So, funny story to start off with. When I first connected the Omegas, they didn’t sound good. They were detailed, but the treble was grainy, and the mids were soft, sibilant, and hissy (vocals sounded like air being let out of a balloon). I’d read that Omegas have a break-in period, so I decided to ride it out (bear with me, this doesn’t turn out to be a break-in issue). I left EDM on at high volume for several days to foster break-in, but only heard minor improvements in bass, and a worsening of the treble and mid-range problems. I started to get a little anxious. These speakers were supposed to excel at midrange, but that’s not what I was hearing. I was pretty worried that I’d just spent close to 5k on a bad set of speakers. I even sent Louis a few panicky emails looking for reassurance.
After a couple weeks of struggling to mitigate the grain and hiss, it finally occurred to me that bad tubes can sound hissy (duh). So, just as an experiment, I replaced the rectifier tube in my amp, and BAM, the treble was clear, bright, and smooth, the mids beautiful and lush, and the bass punchy, deep, and tight. It was my rectifier all along. I suspect the rectifier had been going bad for a while, but the problem wasn’t evident through the Lores. The Omegas were telling me what the Lores couldn’t. I guess this is what Reviewers mean when they say gear is transparent.
To be fair, I don’t really fault the Lores, as they’re recommended to be driven by 20wpc minimum and I was only giving them 2. If I’d been using them as intended, I’m sure they would have exposed the bad rectifier as well. Despite their 98db efficiency rating, I’ve read that Lores have a complicated crossover that isn’t suitable for low-powered amps. This is the main reason I was looking to upgrade and settled on the Omegas, which are crossover-less and therefore supposed to be better suited to my 2wpc Decware.
Anyway, once the tube issue was resolved (I’ve since replaced all the tubes in the amp just to be safe), I could hear what the Omegas actually sound like. Thankfully they’re fantastic in pretty much every way. Starting at the top, the treble is smooth, clear, and bright without being harsh.The bells and alarms at the beginning of “Time” from DSOTM have always sounded great, but the Omegas bring them to life. They seem to actually exist in the space between my sweet spot and system. My Lores image well, but this is on a different level.

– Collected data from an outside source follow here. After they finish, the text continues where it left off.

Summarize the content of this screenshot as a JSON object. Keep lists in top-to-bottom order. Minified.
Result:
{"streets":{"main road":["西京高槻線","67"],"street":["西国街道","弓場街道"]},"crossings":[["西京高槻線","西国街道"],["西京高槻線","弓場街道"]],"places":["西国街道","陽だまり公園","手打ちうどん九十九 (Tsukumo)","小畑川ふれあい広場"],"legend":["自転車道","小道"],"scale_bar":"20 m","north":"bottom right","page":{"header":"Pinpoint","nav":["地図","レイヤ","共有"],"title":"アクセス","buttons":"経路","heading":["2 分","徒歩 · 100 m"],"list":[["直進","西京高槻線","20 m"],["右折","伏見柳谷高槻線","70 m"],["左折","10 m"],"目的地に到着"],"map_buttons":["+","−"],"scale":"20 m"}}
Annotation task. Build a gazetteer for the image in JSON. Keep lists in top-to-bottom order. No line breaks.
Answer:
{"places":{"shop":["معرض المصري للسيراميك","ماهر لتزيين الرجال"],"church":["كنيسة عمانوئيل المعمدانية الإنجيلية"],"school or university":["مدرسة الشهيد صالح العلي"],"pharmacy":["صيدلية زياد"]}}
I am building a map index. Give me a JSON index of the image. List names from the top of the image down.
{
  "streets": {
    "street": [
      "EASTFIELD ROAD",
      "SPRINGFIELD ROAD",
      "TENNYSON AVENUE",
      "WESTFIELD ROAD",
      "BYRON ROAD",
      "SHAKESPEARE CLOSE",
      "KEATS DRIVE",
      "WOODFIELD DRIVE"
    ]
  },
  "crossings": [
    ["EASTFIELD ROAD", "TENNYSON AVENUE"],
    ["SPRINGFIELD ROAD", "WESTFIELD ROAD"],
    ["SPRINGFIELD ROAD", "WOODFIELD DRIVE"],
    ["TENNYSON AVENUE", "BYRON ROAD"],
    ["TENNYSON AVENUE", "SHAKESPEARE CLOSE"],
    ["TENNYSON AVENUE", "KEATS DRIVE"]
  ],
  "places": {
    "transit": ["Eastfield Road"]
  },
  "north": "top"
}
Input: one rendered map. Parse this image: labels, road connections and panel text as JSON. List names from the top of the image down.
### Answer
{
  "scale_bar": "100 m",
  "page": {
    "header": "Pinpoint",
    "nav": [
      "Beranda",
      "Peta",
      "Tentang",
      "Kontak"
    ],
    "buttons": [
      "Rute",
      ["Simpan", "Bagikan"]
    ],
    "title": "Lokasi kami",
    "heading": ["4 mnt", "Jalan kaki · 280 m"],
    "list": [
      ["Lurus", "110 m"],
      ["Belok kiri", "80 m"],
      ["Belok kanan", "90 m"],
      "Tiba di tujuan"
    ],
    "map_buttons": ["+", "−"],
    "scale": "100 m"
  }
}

Midrange is wonderful. While researching the Omegas, I’d read that they’re especially good at reproducing mids, and this is my experience as well. Vocals are clear and lifelike, and acoustic guitars sound more believable than I’ve ever heard them from my system. Neil Young isn't at Massey Hall in 1971, he’s in my living room in 2019 (or maybe I’m
at Massey Hall in 1971).
Bass has surprised me the most. The impression I got from the forum on AC is that many users run subs with their Omegas, so I wasn’t expecting deep or impactful bass. I was wrong to assume this. The bass is actually much deeper than I was getting with my lores, and has way more weight and slam. I suppose this is also due to the fact that the Lore’s needed more power than I was giving them, but I was still surprised at the difference.
I’m not sure if the Omegas would be considered forward sounding or not. Like I’ve mentioned, they can do an impressive job of projecting the music into my listening space, but on some recordings they can also create the illusion of a deep and wide soundstage, as though you’re sitting about 7 or 8 rows back. No matter what’s playing, they pretty much disappear. Rather than forward, I’d say they do what the recording tells them to do.
To offer a nutshell comparison, I'd describe the Omegas as more dynamic, detailed, clear, and holographic than the Lores (and by a wide margin).
The craftsmanship of these speakers matches their sound quality. The veneer is beautiful with tight, seamless corners, and I appreciate the matte finish as opposed to the glossy, overly-varnished finish I’ve seen on other wood speakers. One of the secondary reasons I went with Omega is that I dig the look, which fits in nicely with my Scandinavian furniture.
The only drawback so far to the Omegas is the grills. They look good and complement the cabinets, but the magnets that attach them to the front baffle are a bit weak. If the grills are bumped even slightly they fall to the floor. I’ve just learned to be careful not to bump into them, which I should be doing anyway.
That’s about all I’ve got. I’m knocking around the idea of adding a pair of matching subs -- not because the bass is lacking, but because it would be fun to see what they’d add to the listening experience. If I end up pulling the trigger, I’ll report back.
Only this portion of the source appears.